RAW DATA -

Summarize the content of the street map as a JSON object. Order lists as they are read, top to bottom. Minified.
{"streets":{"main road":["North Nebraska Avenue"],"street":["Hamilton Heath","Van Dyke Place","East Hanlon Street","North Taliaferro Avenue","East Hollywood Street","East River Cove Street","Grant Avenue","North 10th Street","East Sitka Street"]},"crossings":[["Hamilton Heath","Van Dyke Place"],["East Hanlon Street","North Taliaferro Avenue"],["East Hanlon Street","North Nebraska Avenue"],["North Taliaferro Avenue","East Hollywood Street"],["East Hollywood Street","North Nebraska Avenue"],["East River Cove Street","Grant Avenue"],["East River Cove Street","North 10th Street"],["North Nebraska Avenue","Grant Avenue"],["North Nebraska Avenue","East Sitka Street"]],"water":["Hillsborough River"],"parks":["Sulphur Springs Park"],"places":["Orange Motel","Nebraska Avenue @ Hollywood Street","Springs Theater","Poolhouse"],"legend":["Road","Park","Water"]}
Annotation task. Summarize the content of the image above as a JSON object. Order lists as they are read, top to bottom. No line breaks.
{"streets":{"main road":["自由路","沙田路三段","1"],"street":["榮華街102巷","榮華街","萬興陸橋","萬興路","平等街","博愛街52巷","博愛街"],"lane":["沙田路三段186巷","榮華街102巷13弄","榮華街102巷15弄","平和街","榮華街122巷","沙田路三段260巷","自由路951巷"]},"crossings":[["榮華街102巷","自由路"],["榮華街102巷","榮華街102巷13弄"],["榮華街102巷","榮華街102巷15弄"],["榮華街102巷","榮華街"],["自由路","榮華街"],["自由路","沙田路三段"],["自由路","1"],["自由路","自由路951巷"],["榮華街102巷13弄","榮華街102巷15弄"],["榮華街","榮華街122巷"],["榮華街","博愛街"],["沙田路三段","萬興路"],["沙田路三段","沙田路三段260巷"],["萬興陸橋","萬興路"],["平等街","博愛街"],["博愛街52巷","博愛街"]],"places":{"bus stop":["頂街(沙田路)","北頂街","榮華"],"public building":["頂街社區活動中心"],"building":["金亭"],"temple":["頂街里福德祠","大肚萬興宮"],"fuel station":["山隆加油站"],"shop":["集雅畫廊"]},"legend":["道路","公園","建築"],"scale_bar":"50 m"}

ASSIGNMENT -
Write out the complete listing above, exactly as it reads.

RESPONSE -
Summarize the content of the street map as a JSON object. Order lists as they are read, top to bottom. Minified.
{"streets":{"main road":["North Nebraska Avenue"],"street":["Hamilton Heath","Van Dyke Place","East Hanlon Street","North Taliaferro Avenue","East Hollywood Street","East River Cove Street","Grant Avenue","North 10th Street","East Sitka Street"]},"crossings":[["Hamilton Heath","Van Dyke Place"],["East Hanlon Street","North Taliaferro Avenue"],["East Hanlon Street","North Nebraska Avenue"],["North Taliaferro Avenue","East Hollywood Street"],["East Hollywood Street","North Nebraska Avenue"],["East River Cove Street","Grant Avenue"],["East River Cove Street","North 10th Street"],["North Nebraska Avenue","Grant Avenue"],["North Nebraska Avenue","East Sitka Street"]],"water":["Hillsborough River"],"parks":["Sulphur Springs Park"],"places":["Orange Motel","Nebraska Avenue @ Hollywood Street","Springs Theater","Poolhouse"],"legend":["Road","Park","Water"]}
Annotation task. Summarize the content of the image above as a JSON object. Order lists as they are read, top to bottom. No line breaks.
{"streets":{"main road":["自由路","沙田路三段","1"],"street":["榮華街102巷","榮華街","萬興陸橋","萬興路","平等街","博愛街52巷","博愛街"],"lane":["沙田路三段186巷","榮華街102巷13弄","榮華街102巷15弄","平和街","榮華街122巷","沙田路三段260巷","自由路951巷"]},"crossings":[["榮華街102巷","自由路"],["榮華街102巷","榮華街102巷13弄"],["榮華街102巷","榮華街102巷15弄"],["榮華街102巷","榮華街"],["自由路","榮華街"],["自由路","沙田路三段"],["自由路","1"],["自由路","自由路951巷"],["榮華街102巷13弄","榮華街102巷15弄"],["榮華街","榮華街122巷"],["榮華街","博愛街"],["沙田路三段","萬興路"],["沙田路三段","沙田路三段260巷"],["萬興陸橋","萬興路"],["平等街","博愛街"],["博愛街52巷","博愛街"]],"places":{"bus stop":["頂街(沙田路)","北頂街","榮華"],"public building":["頂街社區活動中心"],"building":["金亭"],"temple":["頂街里福德祠","大肚萬興宮"],"fuel station":["山隆加油站"],"shop":["集雅畫廊"]},"legend":["道路","公園","建築"],"scale_bar":"50 m"}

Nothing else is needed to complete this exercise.